(Stored data entries)
*****

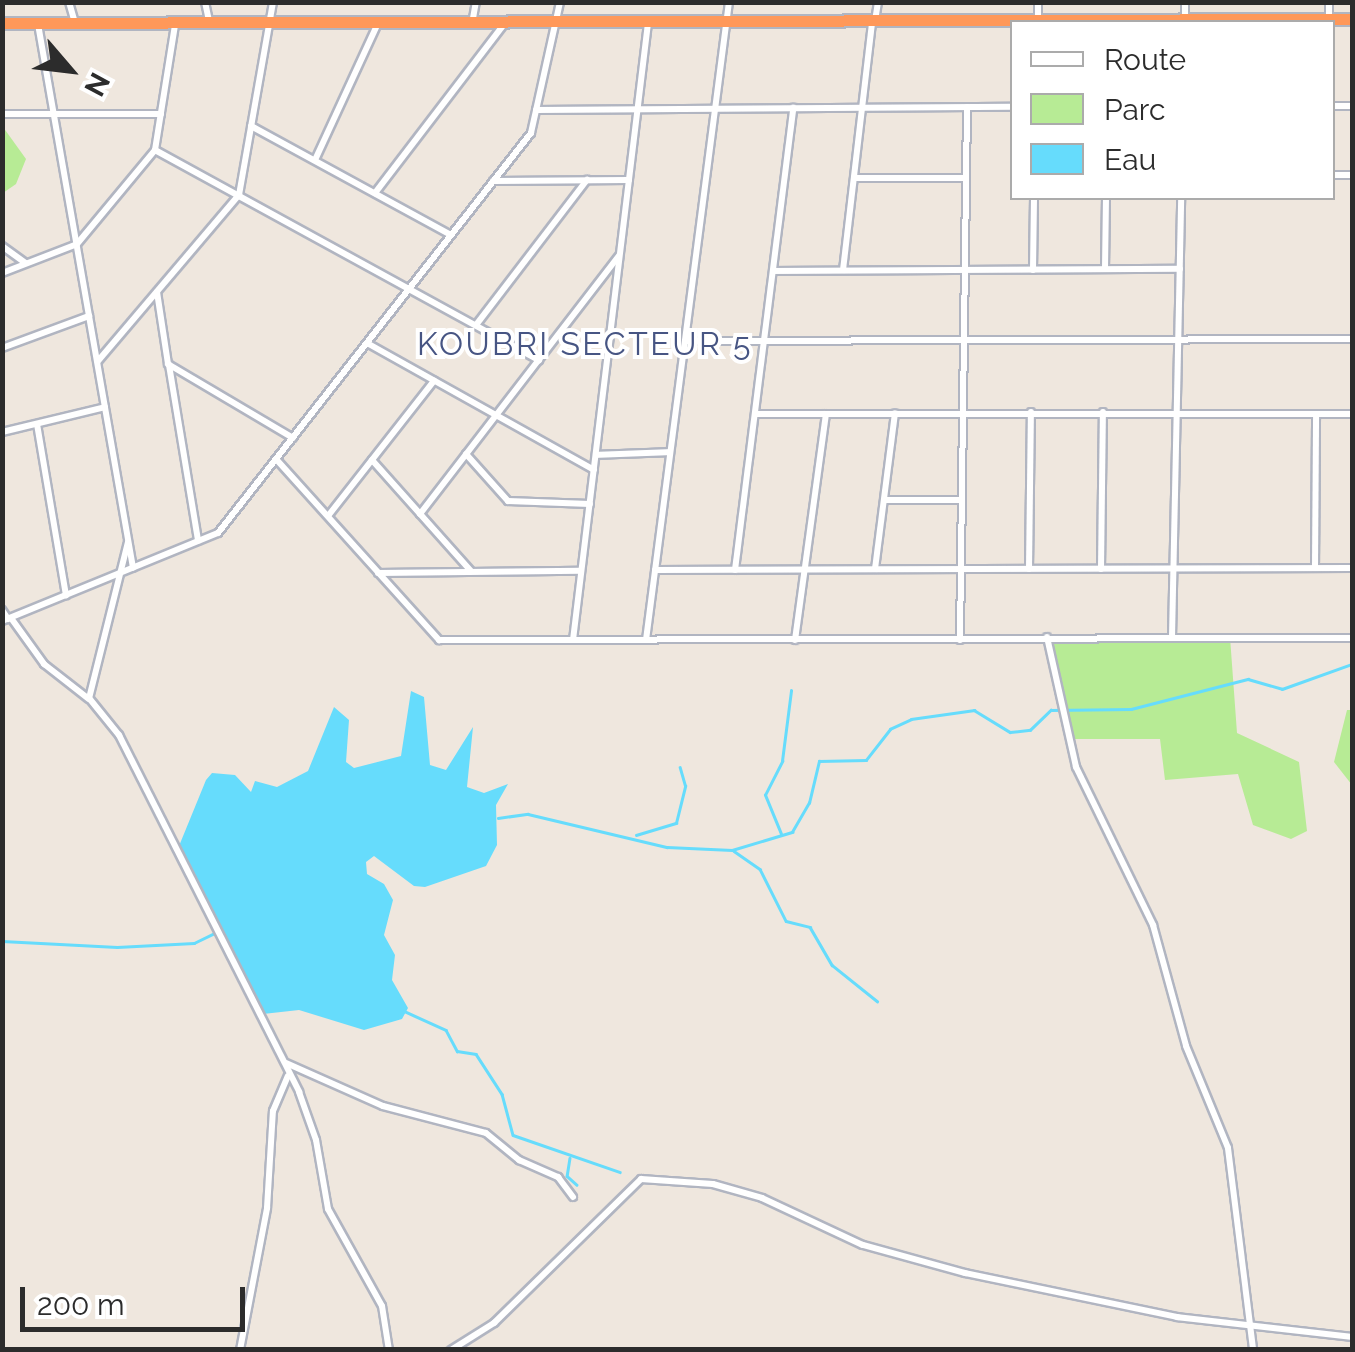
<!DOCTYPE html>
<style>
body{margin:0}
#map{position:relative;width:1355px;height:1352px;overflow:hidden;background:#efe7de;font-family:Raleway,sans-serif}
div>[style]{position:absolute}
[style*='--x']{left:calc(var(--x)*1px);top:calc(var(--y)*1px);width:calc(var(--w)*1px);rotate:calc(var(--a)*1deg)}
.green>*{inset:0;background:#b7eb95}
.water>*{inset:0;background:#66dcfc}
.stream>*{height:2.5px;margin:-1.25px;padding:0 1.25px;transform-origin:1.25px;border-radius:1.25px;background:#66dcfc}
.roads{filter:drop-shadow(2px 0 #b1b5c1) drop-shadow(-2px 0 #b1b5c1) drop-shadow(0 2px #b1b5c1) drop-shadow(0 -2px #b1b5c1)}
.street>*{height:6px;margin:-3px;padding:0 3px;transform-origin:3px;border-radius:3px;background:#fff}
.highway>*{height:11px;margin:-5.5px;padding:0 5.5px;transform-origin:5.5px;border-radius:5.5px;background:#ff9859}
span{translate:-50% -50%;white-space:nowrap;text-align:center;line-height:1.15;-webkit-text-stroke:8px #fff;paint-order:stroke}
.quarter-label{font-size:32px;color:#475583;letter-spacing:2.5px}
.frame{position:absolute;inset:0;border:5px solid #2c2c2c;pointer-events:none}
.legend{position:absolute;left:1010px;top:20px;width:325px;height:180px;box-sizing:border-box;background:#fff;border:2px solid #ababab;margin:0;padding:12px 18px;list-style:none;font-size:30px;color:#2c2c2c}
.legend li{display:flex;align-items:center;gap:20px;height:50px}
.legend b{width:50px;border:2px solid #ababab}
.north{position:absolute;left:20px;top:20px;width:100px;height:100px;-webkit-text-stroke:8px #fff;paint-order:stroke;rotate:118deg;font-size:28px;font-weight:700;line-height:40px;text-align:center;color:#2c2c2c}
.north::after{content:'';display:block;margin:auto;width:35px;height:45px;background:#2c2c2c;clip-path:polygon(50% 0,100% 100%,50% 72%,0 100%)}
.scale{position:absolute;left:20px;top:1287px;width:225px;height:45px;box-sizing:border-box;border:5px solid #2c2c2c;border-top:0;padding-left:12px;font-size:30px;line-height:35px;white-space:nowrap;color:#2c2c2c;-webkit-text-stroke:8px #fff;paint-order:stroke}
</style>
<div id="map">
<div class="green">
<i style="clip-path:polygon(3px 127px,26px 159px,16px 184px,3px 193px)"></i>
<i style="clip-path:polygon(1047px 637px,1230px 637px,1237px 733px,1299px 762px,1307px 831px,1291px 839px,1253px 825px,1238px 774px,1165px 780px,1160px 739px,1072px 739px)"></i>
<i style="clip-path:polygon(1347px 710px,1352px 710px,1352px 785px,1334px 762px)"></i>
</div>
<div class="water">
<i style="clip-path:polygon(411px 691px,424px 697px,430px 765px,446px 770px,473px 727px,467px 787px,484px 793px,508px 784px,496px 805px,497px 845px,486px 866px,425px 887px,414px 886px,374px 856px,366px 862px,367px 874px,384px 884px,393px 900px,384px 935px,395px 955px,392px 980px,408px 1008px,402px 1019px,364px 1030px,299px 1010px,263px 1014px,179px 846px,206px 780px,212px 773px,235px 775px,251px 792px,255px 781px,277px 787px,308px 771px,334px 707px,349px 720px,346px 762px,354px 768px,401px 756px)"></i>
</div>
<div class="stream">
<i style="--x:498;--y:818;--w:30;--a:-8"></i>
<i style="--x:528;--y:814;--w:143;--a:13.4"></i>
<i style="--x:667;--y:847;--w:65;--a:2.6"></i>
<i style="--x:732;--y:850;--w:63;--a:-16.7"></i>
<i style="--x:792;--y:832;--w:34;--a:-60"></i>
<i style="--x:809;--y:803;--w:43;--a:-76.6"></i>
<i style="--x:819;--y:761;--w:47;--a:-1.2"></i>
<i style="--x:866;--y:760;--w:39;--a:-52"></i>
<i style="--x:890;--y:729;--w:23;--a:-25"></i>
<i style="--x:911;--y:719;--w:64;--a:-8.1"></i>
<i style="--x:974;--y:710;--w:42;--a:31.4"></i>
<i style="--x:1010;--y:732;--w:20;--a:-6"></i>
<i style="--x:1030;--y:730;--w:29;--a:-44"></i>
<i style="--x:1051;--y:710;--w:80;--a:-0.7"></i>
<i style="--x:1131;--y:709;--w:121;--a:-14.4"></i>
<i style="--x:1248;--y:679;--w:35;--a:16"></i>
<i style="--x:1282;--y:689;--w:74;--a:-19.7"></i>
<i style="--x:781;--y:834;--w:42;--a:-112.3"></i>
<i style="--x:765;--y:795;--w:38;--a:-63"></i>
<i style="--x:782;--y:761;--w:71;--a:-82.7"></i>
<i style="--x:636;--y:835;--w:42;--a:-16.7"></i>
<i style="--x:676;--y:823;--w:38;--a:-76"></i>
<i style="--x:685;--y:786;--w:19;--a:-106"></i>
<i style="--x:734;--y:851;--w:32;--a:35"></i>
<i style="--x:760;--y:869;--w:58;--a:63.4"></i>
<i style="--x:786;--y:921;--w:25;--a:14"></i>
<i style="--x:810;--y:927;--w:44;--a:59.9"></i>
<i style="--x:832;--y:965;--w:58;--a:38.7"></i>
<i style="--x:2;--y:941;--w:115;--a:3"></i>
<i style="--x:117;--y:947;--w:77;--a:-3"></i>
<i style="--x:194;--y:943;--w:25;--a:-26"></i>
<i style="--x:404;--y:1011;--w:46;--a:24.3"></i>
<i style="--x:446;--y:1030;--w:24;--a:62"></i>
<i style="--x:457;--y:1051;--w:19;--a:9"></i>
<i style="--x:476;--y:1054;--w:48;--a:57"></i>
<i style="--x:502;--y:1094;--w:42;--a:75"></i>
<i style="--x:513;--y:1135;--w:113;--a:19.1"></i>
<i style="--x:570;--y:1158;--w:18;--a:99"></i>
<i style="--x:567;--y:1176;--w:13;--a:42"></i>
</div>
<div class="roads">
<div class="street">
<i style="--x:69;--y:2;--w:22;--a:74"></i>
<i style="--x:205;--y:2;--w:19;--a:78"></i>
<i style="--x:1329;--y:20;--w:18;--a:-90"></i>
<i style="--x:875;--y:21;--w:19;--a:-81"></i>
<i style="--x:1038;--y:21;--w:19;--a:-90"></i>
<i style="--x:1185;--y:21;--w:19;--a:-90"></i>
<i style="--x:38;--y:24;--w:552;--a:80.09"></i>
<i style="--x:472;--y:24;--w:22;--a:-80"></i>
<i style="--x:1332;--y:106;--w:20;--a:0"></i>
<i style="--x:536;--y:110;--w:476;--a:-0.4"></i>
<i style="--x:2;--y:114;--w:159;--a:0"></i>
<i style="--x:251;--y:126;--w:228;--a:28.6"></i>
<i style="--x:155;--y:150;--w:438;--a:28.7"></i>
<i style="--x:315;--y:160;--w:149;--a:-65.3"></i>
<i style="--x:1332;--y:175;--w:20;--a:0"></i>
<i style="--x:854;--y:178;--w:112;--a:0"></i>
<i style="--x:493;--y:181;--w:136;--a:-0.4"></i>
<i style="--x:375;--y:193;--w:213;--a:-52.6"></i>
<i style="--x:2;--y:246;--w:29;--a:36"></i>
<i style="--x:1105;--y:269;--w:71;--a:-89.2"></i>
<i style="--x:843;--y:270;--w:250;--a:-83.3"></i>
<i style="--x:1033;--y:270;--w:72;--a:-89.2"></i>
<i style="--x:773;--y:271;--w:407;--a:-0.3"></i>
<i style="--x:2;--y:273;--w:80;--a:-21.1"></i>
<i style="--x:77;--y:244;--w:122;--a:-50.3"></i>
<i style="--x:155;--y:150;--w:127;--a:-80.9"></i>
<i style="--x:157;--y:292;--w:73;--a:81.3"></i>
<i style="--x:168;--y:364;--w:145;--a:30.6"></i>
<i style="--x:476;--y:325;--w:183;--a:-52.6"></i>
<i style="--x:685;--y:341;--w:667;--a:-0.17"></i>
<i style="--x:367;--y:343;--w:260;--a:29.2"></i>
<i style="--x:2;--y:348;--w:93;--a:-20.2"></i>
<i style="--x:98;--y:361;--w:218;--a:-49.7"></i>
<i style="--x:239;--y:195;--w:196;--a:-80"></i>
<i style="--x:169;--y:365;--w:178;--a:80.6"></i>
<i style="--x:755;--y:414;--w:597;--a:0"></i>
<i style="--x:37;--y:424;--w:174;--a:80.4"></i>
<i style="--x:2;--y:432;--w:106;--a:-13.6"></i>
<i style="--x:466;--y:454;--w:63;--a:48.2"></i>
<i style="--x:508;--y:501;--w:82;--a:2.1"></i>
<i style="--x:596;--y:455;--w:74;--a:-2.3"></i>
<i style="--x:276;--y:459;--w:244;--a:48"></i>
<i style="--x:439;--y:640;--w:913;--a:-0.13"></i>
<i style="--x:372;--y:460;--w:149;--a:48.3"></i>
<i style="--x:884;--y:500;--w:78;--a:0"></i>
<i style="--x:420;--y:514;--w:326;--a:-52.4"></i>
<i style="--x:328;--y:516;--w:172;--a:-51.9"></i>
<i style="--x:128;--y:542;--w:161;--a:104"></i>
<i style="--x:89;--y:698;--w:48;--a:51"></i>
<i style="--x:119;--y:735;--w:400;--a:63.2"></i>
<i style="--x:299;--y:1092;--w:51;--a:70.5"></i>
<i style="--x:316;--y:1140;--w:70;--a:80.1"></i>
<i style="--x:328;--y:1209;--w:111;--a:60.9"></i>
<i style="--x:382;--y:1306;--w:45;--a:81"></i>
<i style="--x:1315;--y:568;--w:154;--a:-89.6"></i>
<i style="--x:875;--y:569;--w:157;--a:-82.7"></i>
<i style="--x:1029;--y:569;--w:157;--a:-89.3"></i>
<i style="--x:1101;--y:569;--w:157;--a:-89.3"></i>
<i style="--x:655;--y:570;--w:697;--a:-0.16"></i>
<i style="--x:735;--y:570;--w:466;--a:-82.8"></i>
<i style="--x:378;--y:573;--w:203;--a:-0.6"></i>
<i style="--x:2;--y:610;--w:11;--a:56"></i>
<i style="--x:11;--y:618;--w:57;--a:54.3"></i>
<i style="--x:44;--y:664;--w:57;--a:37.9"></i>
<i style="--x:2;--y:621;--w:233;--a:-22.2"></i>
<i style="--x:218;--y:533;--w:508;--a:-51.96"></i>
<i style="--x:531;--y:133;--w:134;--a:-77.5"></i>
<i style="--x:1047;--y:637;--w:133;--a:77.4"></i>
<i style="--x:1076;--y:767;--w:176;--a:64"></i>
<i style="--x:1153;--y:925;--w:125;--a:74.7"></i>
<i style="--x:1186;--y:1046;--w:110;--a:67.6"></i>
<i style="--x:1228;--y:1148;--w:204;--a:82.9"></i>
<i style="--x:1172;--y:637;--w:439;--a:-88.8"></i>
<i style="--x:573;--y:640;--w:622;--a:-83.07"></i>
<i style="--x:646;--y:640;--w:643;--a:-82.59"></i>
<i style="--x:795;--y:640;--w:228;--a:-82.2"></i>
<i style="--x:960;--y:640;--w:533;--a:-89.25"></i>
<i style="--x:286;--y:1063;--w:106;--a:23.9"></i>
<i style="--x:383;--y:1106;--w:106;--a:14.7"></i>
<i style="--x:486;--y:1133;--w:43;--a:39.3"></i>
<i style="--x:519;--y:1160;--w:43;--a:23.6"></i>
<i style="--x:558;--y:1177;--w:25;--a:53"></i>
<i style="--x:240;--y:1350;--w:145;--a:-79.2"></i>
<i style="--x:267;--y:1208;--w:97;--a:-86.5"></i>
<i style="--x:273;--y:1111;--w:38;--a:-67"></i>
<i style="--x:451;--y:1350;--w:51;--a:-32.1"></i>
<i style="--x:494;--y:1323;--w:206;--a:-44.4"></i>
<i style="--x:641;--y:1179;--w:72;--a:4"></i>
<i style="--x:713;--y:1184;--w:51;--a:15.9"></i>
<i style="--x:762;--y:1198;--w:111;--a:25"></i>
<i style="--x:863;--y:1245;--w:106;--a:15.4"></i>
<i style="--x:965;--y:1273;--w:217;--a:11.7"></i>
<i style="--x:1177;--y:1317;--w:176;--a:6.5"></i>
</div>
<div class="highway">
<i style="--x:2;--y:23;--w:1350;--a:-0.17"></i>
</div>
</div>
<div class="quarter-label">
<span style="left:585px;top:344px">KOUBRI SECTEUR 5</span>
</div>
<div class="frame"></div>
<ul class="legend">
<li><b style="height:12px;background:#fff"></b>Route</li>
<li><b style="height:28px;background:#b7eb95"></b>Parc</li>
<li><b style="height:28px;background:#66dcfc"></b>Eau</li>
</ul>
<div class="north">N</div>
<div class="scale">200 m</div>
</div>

*****

▶ [TASK BRIEF]: An answer is complete only when it holds every line above containing the string "stream".

▶ [YOUR SOLUTION]:
.stream>*{height:2.5px;margin:-1.25px;padding:0 1.25px;transform-origin:1.25px;border-radius:1.25px;background:#66dcfc}
<div class="stream">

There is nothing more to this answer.